WHAT TO WORK ON → Repeat the whole of the data, keeping every detail the same.

═══ PROVIDED MATERIAL

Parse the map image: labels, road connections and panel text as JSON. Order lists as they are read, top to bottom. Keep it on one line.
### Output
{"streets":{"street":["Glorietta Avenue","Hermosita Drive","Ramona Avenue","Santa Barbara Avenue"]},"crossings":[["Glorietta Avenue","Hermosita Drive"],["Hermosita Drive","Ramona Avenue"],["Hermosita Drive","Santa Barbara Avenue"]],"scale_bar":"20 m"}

══════

SOLUTION TO THIS TASK →
Parse the map image: labels, road connections and panel text as JSON. Order lists as they are read, top to bottom. Keep it on one line.
### Output
{"streets":{"street":["Glorietta Avenue","Hermosita Drive","Ramona Avenue","Santa Barbara Avenue"]},"crossings":[["Glorietta Avenue","Hermosita Drive"],["Hermosita Drive","Ramona Avenue"],["Hermosita Drive","Santa Barbara Avenue"]],"scale_bar":"20 m"}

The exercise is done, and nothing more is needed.